As far as snow ingestion goes, air boxes are among the worst places to put a crankcase breather to prevent snow ingestion.   I've run several trucks, a few snowmobiles (!) and the odd tractor that would suck snow into the air box and pack it right full in the right conditions.  Remember that Yamaha probably didn't expressly design these bikes to run in snow.

 

I disagree with your thermal induced stress analysis, but I don't care to argue the details.

 

I hope we learn what caused these engine failures.

 

Edit: the easiest way to resolve this issue is to grab an oil sample and send it in for analysis.  This is routinely done for large heavy equipment.  
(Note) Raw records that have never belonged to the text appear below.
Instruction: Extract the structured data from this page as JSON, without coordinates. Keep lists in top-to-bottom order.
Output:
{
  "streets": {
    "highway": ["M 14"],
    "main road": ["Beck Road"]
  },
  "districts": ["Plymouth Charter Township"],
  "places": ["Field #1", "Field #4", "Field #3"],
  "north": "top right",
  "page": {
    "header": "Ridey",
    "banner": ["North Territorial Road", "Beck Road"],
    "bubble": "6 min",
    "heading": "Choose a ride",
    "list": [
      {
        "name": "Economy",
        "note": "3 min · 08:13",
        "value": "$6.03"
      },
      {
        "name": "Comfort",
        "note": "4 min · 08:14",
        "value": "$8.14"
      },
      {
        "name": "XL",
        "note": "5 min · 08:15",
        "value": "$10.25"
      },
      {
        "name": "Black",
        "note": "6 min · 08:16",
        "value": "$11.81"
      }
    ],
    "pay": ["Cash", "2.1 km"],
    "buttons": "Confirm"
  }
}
Edited by MidlifeCrisisGuy, March 08, 2016 - 09:35 PM.


  • jrusher

Posted March 08, 2016 - 10:41 PM

#19

So what does the spark plug look like on a engine that is over fueling so much that it dilutes the oil ?  How can it even run if there is fuel on the cylinder walls, running past the rings ?

 

The one time I had fuel in my oil the bike ran like always never missed a beat never noticed any rich conditions or power loss..Was crazy deep weekend and -15 degrees Celsius. Oil was like thinned right out with gas was crazy.. Never pulled the plug.. Thing always started 1 or 2 kicks

 

I'm quite familiar with over fueling Yamaha FI bikes because it turns out that WRs have what appears to be a glitch in the FI programming.   If you start the bike when it is cold out, well below freezing, and you blip the throttle before the engine reaches operating temperature, it will die.   No big deal, except that when you attempt to restart it, it floods like crazy and almost no amount of regular kicking or cranking will get it to clear.  Even after sitting for days, the bike will still flood like crazy when kicked.   The solution in this case is to tow the bike and hold the throttle wide open until it clears and fires.   I've observed it to be a repeatable problem on several bikes.

 

While we are talking about issues with Yamaha FI systems, the manifold pressure sensor reads wrong on WRs.  It consistently reads less pressure than what is present.  I suspect this is part of the hard starting/lean issues on WRs.   The reason I mention this is because given these FI issues, it wouldn't surprise me if Yamaha didn't do a great job of mixture calibration at sub freezing temperatures and high elevations.

 

As far as snow ingestion goes, air boxes are among the worst places to put a crankcase breather to prevent snow ingestion.   I've run several trucks, a few snowmobiles (!) and the odd tractor that would suck snow into the air box and pack it right full in the right conditions.  Remember that Yamaha probably didn't expressly design these bikes to run in snow.

 

I disagree with your thermal induced stress analysis, but I don't care to argue the details.

 

I hope we learn what caused these engine failures.

 

Edit: the easiest way to resolve this issue is to grab an oil sample and send it in for analysis.  This is routinely done for large heavy equipment.  

 



  • RockerYZWR

Posted March 09, 2016 - 05:13 AM

#20

Oil analysis won't resolve the alleged issue.